Peu connu en France, le poète et romancier roumain
est pourtant une figure emblématique dans son pays.
Aujourd’hui paraît en France son roman L'œil en feu :
l’occasion de mettre sous les projecteurs l’une des
plus grandes plumes européennes.

« L'œil en feu »
Mircea Cărtărescu
Denoël, 
2005, 512 pages, 28 €
 

 

 

 

A bientôt 50 ans, Mircea Cărtărescu a conservé des allures d'adolescent. Grand, les cheveux longs et noirs, une mèche sur le visage, il scanne le monde qui l'entoure d'un regard vif et sans concession. De l’adolescence, il conserve l’intransigeance. Son tempérament et la richesse de son œuvre ont fait de lui un poète et romancier unanimement salué en Roumanie, d’où il est originaire. Un succès qui a permis au fondateur du post-modernisme roumain d'être traduit et reconnu à l'étranger.

La Roumanie perd sous ses traits le visage d’un pays européen économiquement pauvre pour revêtir les atours d’un pays culturellement riche, en pleine effervescence littéraire : nombreux sont les cénacles d'auteurs qui ont vu le jour à travers tout le pays depuis le renversement de Ceauşescu en 1989, après 25 années de dictature.
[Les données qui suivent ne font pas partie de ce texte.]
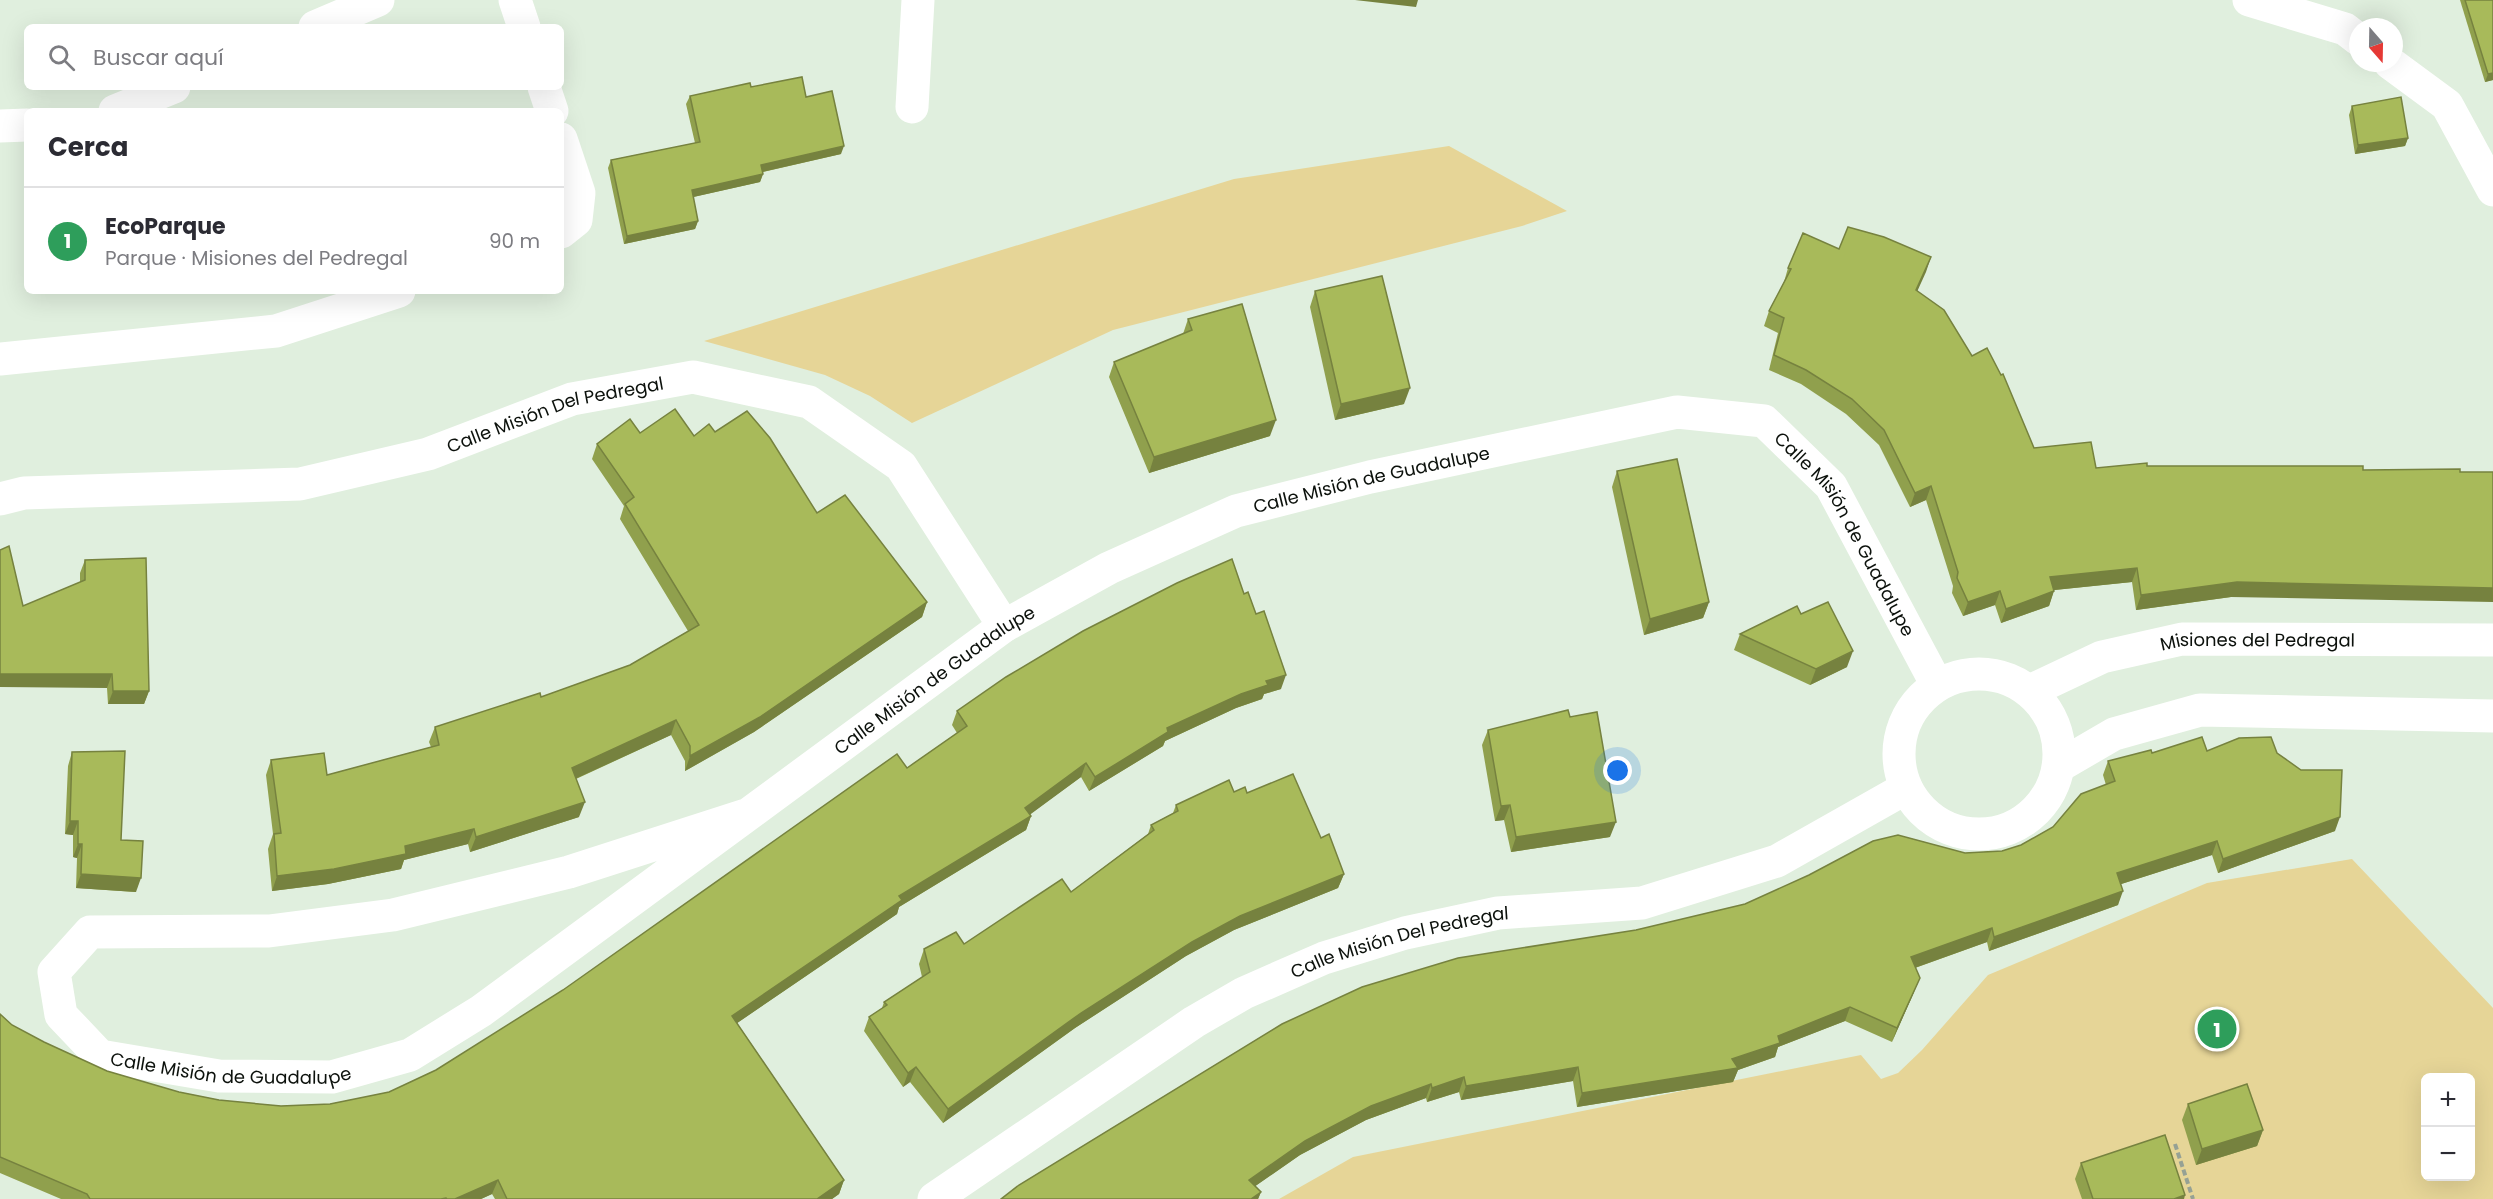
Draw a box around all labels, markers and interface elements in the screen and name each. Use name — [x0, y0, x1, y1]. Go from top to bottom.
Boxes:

Le réveil. A l'heure où certains écrivains portaient aux nues l'idéologie communiste, lui a suivi sa propre étoile. « Pourtant, j'ai longtemps cru que je vivais dans le meilleur des mondes, affirme l’auteur. Je viens d'une famille simple, qui vivait sans confort, sans télévision, sans livres. Mes parents étaient persuadés de la justesse de la politique communiste.» Viens l'époque où il va au lycée : le jeune Mircea commence à poser des questions en-dehors de sa famille, tentant de démêler le vrai du faux dans le discours officiel tenu à l'époque. « Mon réveil fut brutal. La théorie était belle : fraternité, entraide, amitié... Mais en réalité régnaient la peur, la pauvreté et la violence faite aux consciences.»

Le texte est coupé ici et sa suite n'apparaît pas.